Na oração pessoal, fala-se com Deus como se conversa com um amigo, sabendo-o presente e sempre atento ao que lhe dizemos, ouvindo-nos e respondendo. É nessa conversa íntima, como a que agora procuramos manter com Deus, que abrimos a nossa alma ao Senhor, para adorá-lo, dar-lhe graças, pedir-lhe ajuda e aprofundar – como os Apóstolos – nos ensinamentos divinos. “Escreveste-me: «Orar é falar com Deus. Mas de quê?» – De quê? DEle e de ti: alegrias, tristezas, êxitos e malogros, ambições nobres, preocupações diárias…, fraquezas!; e ações de graças e pedidos; e Amor e desagravo. – Em duas palavras: conhecê-Lo e conhecer-te – ganhar intimidade!”19
A nossa oração nunca pode ser anônima, impessoal, porque Deus, que redimiu todos os homens, deseja manter um diálogo com cada um deles. No fim, a salvação ou condenação dependerá da correspondência pessoal de cada um. Deve, pois, a oração ser o diálogo de uma pessoa concreta – que tem um ideal e uma profissão concreta, e determinadas amizades, e umas graças de Deus específicas – com seu Pai-Deus.
III. DEPOIS DE TER REZADO, levantou-se, foi ter com os discípulos e achou-os adormecidos de tristeza.
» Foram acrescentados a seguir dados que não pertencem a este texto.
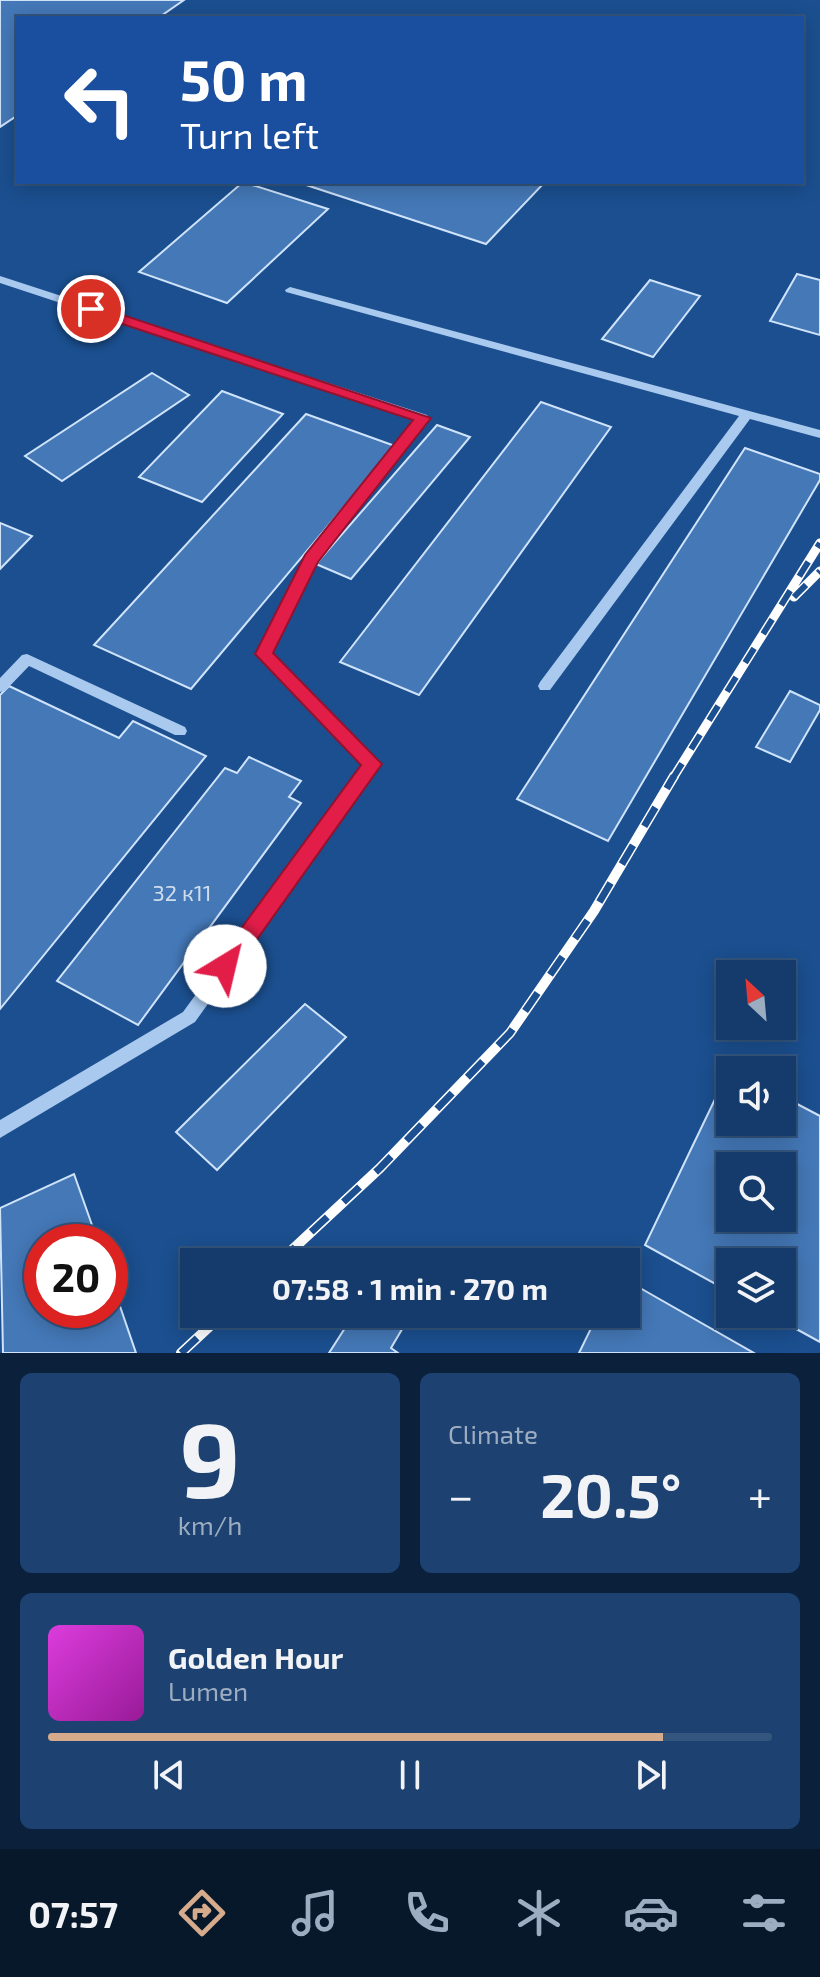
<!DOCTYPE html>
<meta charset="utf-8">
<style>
:root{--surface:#143b6b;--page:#1d4271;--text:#f1f3f6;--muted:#9dadc1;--line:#33557e;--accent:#d6ab8b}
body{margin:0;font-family:"Exo 2",sans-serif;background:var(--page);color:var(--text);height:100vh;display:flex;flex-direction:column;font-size:30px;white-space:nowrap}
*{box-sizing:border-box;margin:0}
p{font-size:26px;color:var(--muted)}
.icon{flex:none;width:44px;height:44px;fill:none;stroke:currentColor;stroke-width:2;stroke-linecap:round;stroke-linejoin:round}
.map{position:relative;height:1353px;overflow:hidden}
.side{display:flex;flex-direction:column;gap:20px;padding:20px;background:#0b203b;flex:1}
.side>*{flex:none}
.guide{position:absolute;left:16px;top:16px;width:788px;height:168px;border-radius:0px;box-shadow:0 4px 20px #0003,0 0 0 2px var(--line);background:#1a4fa0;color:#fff;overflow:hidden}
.needle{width:52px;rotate:334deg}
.tools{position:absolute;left:716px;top:960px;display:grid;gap:16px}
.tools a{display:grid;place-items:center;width:80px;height:80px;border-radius:0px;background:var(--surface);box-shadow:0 4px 20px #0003,0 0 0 2px var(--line);font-size:40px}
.speed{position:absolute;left:24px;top:1224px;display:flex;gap:16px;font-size:40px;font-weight:700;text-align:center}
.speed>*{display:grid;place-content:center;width:104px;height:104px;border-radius:50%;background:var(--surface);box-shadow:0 4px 20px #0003,0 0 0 2px var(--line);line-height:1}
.speed .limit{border:12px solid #d22;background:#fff;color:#111}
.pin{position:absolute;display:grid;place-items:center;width:68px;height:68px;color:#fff;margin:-34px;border:4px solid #fff;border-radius:50%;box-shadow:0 2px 8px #0007}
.me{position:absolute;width:88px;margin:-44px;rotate:36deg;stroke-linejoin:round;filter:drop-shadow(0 0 6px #0008)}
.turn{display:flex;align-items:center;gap:28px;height:168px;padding:0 32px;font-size:36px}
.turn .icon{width:104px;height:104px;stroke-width:2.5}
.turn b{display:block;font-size:56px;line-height:68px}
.big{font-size:60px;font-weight:700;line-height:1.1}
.side .widget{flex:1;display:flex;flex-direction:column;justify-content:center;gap:12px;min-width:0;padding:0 28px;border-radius:12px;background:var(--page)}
.side .dial{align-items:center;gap:0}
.dial b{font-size:104px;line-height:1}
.song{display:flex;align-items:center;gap:24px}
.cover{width:96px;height:96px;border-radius:12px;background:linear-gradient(135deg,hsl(300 70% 55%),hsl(300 70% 35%))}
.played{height:8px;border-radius:4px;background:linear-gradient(90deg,var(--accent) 85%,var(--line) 85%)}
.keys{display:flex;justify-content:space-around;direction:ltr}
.heat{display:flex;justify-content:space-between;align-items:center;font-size:44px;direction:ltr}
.side .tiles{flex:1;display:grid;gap:20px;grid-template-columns:1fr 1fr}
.widget:last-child{grid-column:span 2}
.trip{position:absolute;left:180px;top:1248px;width:460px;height:80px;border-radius:0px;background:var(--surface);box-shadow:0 4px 20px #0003,0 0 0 2px var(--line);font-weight:700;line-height:80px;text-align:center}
.menu{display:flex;height:128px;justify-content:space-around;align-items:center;background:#08182b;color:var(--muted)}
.menu .icon{width:56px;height:56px}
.menu .selected{color:var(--accent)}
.menu b{font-size:36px;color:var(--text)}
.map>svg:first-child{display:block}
.building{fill:#4478b7;stroke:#cfe3fa;stroke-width:2;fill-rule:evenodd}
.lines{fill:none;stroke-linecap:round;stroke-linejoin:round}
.minor{fill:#a9c9ee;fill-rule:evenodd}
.rail-far1-casing{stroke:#fff;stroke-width:9}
.rail-casing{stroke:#fff;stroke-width:10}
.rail-far1{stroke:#1b4f8f;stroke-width:6;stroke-dasharray:17;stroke-linecap:butt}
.rail{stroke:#1b4f8f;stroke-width:7;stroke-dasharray:22;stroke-linecap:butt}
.route{fill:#e11d48;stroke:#92132f;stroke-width:2}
.labels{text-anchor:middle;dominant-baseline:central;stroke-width:8;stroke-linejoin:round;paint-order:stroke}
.number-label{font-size:22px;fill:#d0dded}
</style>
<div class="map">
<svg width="820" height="1353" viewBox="0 0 820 1353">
<rect width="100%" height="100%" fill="#1b4f8f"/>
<path class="building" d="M0,0H184L158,18H18V115L0,127Z
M243,182L328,209L227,303L139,272Z
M297,182H545L486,244Z
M797,274L820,280V335L770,321Z
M650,280L700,296L653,357L602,339Z
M152,373L189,395L62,481L25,456Z
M222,391L283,414L202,502L139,477Z
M541,402L611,427L419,695L340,662Z
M306,414L395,446L191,689L94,645Z
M437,425L470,437L351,579L316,564Z
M745,448L820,474V480L608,841L517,799Z
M0,523L32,536L0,569Z
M9,686L119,738L133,721L206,756L0,1009V695Z
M790,691L820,705V710L790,762L756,747Z
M249,757L301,781L289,797L301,803L138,1025L57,981L225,768L237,773Z
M305,1004L346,1037L217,1170L176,1132Z
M729,1070L730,1122H782V1096L820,1116V1342L769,1314H782V1262H730V1292L645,1245ZM730,1166H782V1218H730Z
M74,1174L98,1242H42V1310H110V1277L136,1353H3L0,1208Z
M626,1280L754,1353H579L598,1314H626Z
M354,1314H411L391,1348L398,1353H329Z"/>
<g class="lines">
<path class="minor" d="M0,276L427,415L429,418L316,561L271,653L377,760L379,764L377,768L195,1022L0,1138V1120L183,1012L363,765L257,654L306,556L415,420L0,283Z
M290,287L820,430V438L750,419L550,690H540L538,686L540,682L739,416L286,292L285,290Z
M27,654L185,727L187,731L185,735H175L29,666L5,691L0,692V678L22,655Z"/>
<defs>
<path id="rail-far1" d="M794,597L820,571
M673,778L820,543"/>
<path id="rail" d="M279,1262L380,1168L510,1033L594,911L674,776
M181,1353L223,1314"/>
</defs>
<use href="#rail-far1" class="rail-far1-casing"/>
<use href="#rail" class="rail-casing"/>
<use href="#rail-far1" class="rail-far1"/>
<use href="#rail" class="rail"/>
</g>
<path class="route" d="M86,306H96L431,418L318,562L273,653L382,764L233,973L225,976L218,973L215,966L218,960L361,765L255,654L305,555L413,420L86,312Z"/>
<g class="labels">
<g class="number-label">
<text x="182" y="892">32 к11</text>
</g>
</g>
</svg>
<div class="tools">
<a><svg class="needle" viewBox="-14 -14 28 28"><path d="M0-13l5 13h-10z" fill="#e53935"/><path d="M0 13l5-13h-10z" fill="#9dadc1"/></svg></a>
<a><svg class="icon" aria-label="sound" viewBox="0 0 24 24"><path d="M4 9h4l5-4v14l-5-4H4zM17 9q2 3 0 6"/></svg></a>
<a><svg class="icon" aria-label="search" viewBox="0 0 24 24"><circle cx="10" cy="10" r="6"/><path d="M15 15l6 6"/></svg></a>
<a><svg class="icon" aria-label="layers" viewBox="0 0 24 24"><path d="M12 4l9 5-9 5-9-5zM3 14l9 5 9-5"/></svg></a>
</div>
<div class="speed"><div class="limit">20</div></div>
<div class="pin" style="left:91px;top:309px;background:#d93025"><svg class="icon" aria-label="arrive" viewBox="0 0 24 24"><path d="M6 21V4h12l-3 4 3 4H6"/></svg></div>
<svg class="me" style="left:225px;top:966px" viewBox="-20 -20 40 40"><circle r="19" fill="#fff"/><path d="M0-13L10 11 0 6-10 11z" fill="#e11d48"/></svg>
<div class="trip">07:58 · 1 min · 270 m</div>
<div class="guide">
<div class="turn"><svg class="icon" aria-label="left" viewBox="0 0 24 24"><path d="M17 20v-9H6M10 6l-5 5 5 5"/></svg><div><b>50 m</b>Turn left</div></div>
</div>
</div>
<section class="side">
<div class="tiles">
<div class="widget dial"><b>9</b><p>km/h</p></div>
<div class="widget"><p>Climate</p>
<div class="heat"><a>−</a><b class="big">20.5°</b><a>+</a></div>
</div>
<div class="widget">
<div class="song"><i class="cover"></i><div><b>Golden Hour</b><p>Lumen</p></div></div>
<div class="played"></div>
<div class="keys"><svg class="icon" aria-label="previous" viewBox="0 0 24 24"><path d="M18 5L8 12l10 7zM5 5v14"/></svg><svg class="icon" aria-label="pause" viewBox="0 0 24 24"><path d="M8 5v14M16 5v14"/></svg><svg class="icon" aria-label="next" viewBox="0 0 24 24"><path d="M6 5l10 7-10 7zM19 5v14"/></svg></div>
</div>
</div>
</section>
<nav class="menu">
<b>07:57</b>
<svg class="icon selected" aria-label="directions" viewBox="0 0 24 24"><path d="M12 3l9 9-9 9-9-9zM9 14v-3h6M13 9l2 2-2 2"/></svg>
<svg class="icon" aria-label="music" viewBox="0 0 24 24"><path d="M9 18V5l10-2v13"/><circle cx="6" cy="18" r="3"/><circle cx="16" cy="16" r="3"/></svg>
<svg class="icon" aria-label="phone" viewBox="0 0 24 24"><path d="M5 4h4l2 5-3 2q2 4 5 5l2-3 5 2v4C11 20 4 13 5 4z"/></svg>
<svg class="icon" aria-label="climate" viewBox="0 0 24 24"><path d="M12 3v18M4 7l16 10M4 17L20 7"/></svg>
<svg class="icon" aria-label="car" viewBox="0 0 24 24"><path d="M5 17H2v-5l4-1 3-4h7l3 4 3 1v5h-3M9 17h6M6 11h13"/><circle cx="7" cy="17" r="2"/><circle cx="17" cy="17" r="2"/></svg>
<svg class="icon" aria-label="filters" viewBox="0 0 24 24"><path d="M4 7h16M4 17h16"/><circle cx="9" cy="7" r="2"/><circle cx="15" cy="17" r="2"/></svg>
</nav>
Disse-lhes: Por que dormis? Levantai-vos e orai para não cairdes em tentação20.
Os Apóstolos não seguiram a recomendação do Senhor. Ele os deixara ali, perto dEle, para que velassem e orassem, e assim não caíssem em tentação; mas ainda não amavam o suficiente, e deixaram-se vencer pelo sono e pela fraqueza, abandonando Jesus naqueles momentos de agonia. O sono, imagem da fraqueza humana, permitiu que se apoderasse deles uma tristeza má: desfalecimento, desistência do espírito de luta.
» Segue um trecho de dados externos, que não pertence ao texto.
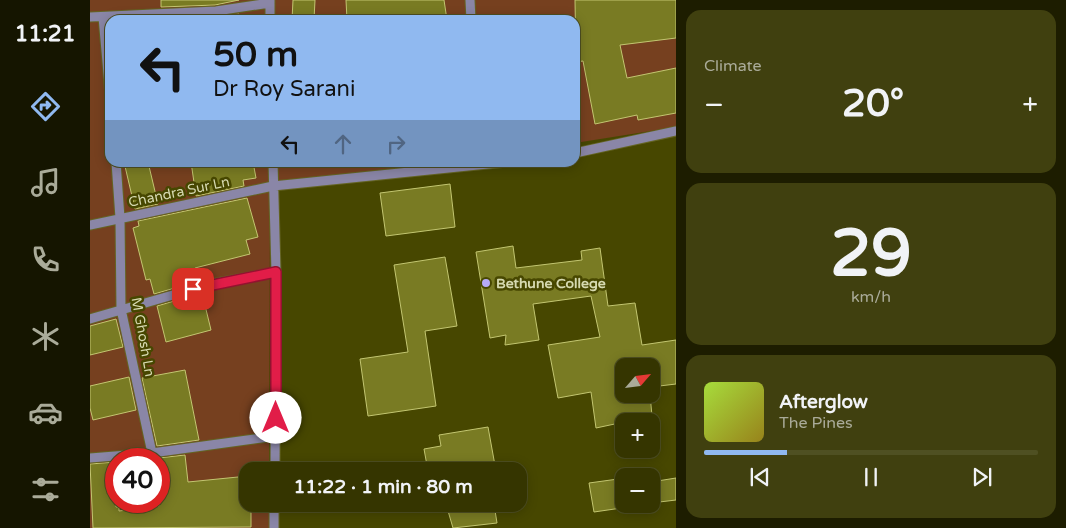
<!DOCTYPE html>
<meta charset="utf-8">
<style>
:root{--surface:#353500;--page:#40400f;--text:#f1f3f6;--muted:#aaab99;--line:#4f5022;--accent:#90b9f0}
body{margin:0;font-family:"Varela Round",sans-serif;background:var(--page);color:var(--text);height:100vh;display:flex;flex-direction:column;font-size:19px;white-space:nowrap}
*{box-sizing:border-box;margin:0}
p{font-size:16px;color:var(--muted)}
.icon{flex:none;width:28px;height:28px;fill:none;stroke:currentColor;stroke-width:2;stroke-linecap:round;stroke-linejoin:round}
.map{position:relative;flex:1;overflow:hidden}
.drawer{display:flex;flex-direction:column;gap:10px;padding:10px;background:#1d1d00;width:390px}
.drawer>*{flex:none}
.guide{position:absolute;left:15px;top:15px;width:475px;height:152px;border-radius:15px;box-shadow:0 2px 12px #0003,0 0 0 1px var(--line);background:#90b9f0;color:#111;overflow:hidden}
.needle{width:32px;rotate:62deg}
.controls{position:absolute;left:525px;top:358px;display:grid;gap:10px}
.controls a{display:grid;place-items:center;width:45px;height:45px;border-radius:10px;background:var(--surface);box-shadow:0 2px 12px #0003,0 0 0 1px var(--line);font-size:25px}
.speed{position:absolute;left:15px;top:448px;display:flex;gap:10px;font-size:25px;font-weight:700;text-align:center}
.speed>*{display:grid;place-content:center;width:65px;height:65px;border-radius:50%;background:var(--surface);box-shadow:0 2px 12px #0003,0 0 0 1px var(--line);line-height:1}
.speed .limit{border:8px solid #d22;background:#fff;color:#111}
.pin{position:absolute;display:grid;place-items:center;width:42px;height:42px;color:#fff;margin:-21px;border-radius:10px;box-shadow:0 2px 8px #0006}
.me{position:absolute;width:55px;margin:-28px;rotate:0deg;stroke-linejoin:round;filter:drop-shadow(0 0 4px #0008)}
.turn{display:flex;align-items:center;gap:18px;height:105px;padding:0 25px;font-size:22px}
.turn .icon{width:65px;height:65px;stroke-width:2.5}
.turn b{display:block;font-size:35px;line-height:42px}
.lanes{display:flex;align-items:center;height:48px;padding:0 25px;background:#0003;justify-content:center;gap:25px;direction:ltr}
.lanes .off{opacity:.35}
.big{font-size:38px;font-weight:700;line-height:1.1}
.drawer .tile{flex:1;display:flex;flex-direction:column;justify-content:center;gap:8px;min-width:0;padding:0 18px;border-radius:15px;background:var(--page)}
.drawer .dial{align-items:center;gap:0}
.dial b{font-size:65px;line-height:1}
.song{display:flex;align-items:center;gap:15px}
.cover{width:60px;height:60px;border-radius:8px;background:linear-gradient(135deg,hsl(80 70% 55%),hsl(50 70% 35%))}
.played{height:5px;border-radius:2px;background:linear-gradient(90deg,var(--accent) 25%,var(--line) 25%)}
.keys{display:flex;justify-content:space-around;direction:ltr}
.heat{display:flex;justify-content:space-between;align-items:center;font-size:28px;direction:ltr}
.trip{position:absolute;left:149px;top:462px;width:288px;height:50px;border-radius:15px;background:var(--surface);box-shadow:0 2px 12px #0003,0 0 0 1px var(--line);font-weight:700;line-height:50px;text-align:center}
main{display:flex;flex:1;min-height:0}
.tab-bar{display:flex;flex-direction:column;width:90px;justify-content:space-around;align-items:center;background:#151500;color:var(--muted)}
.tab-bar .icon{width:35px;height:35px}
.tab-bar .selected{color:var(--accent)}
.tab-bar b{font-size:22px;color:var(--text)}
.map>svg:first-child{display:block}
.green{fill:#76401f;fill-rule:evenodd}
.building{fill:#797b23;stroke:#c3c671}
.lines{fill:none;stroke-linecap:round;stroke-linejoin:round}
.minor-casing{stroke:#646423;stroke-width:11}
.minor{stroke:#8a86a7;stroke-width:9}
.route-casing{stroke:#92132f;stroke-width:12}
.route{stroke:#e11d48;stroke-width:9}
.poi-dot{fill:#b6abf8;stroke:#474700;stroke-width:2}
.labels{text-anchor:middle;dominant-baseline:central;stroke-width:5;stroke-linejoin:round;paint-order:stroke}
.street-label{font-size:14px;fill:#d6d9b0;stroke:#474700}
.poi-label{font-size:14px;font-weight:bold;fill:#d6d9b0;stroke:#474700;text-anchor:start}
</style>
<main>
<nav class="tab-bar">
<b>11:21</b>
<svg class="icon selected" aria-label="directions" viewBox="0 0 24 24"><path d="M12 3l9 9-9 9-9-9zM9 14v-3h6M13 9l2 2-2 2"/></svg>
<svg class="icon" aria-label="music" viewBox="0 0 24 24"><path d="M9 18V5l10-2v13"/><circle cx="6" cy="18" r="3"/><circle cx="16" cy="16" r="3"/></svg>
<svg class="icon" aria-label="phone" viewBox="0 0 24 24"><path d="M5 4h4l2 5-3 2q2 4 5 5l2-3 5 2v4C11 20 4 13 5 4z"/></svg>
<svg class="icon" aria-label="climate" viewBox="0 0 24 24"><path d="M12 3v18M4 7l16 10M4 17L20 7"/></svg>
<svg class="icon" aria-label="car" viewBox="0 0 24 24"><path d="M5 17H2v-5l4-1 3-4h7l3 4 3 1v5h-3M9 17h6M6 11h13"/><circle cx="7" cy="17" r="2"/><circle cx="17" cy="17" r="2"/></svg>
<svg class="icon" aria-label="filters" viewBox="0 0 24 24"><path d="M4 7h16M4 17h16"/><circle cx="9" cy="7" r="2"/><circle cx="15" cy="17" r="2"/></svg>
</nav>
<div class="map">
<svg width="586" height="528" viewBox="0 0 586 528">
<rect width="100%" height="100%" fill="#474700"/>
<path class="green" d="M0 0H586V127L485 143V20H20V162L356 163 180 190 179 471H158V504H179V528H0ZM26 459H69V501H26Z"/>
<path class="building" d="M71 0H149L125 5 71 7Z
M203 0H225L224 20H202Z
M256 0H354L357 20H257Z
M485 0H586V38L530 45 537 78 586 68V113L548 120 547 115 505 124 493 61 486 62Z
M149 14V20H70L126 17Z
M34 162H58L68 204 45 209Z
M101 162H163L166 178 153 180 154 186 106 196Z
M360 184 365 227 296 236 290 193Z
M157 198 168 237 156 240 160 254 105 268 109 281 64 294 60 279 56 280 43 228 49 226 48 221Z
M423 246 426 268 492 260 491 251 510 248 518 306 545 303 552 345 586 340V384L561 387V366H534V394H560L562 416 506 428 501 392 468 398 458 345 510 337 501 296 443 304 449 340 415 345 416 335 400 338 386 252Z
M355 257 367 326 335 331 346 406 278 416 270 359 318 352 304 265Z
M112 293 121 330 76 342 67 306Z
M26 319 33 347 0 355V326Z
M95 370 109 440 67 446 52 378Z
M39 377 46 410 3 420 0 408V386Z
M398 427 406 471H338L334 449 351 446 349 435Z
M95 455 98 482 158 476V504H161V527L3 528 0 464 26 462V507H29V511L69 506V458Z
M586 478V500L561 503V482Z
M528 479 529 487 534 486V504H559L504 512 499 483Z
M356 504H404L407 523 363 528Z"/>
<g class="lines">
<g class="minor-casing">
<path id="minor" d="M180 0V20
M380 0 381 20
M0 17 126 11 180 3
M13 17 20 96
M485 153 586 131
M183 162 186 272 185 471
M0 225 183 186 417 162
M0 319 121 284 186 272
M62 453 186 436
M0 458 62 453 31 309 30 218 26 162
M184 528V504"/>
</g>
<use href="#minor" class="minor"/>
</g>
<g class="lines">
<g class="route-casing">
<path id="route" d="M103 289 186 272V418"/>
</g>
<use href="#route" class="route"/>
</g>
<circle class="poi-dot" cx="396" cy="283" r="5"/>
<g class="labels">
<g class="street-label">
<text transform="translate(89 192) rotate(-12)">Chandra Sur Ln</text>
<text transform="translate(53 337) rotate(80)">M Ghosh Ln</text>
</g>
<g class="poi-label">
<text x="406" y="283">Bethune College</text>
</g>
</g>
</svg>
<div class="controls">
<a><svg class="needle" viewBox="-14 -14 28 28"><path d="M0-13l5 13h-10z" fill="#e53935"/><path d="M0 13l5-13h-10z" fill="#aaab99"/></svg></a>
<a>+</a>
<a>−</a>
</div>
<div class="speed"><div class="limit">40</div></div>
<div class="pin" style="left:103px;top:289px;background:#d93025"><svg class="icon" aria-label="arrive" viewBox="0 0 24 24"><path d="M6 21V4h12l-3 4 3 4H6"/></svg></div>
<svg class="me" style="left:186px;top:418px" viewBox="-20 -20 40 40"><circle r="19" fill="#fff"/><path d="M0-13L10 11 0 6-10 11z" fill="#e11d48"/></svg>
<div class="trip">11:22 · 1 min · 80 m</div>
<div class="guide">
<div class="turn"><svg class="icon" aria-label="left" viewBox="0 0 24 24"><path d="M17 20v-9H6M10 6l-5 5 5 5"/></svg><div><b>50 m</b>Dr Roy Sarani</div></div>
<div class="lanes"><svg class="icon" aria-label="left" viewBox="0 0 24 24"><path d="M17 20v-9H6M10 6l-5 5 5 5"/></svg><svg class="icon off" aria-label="ahead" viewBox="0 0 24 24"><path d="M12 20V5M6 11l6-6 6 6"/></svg><svg class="icon off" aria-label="right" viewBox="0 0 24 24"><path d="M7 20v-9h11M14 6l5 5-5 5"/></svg></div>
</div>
</div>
<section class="drawer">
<div class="tile"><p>Climate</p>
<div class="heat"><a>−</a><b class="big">20°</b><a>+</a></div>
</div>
<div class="tile dial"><b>29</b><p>km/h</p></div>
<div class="tile">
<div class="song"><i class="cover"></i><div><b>Afterglow</b><p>The Pines</p></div></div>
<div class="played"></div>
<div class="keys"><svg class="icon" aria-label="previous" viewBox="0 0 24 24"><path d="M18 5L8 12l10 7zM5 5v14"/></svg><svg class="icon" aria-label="pause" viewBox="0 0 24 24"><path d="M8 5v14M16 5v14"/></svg><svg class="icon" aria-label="next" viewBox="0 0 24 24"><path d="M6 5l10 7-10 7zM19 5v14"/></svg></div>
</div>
</section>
</main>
Não cairemos nessa situação se mantivermos vivo o diálogo com Deus em cada tempo do nosso dia que dedicamos à oração. Para isso, teremos que recorrer freqüentemente aos Santos Evangelhos ou a outro livro – como este –, para que nos ajudem a aproximar-nos mais do Senhor, a centrar esse diálogo em que nada nem ninguém nos pode substituir. Assim fizeram muitos santos: “A não ser logo após a comunhão – diz Santa Teresa –, jamais ousava começar a oração sem um livro; a minha alma temia tanto estar sem ele como se fosse lutar contra muitas pessoas. Com este remédio, que era como uma companhia ou um escudo que teria que receber o ataque dos muitos pensamentos, ficava consolada”21.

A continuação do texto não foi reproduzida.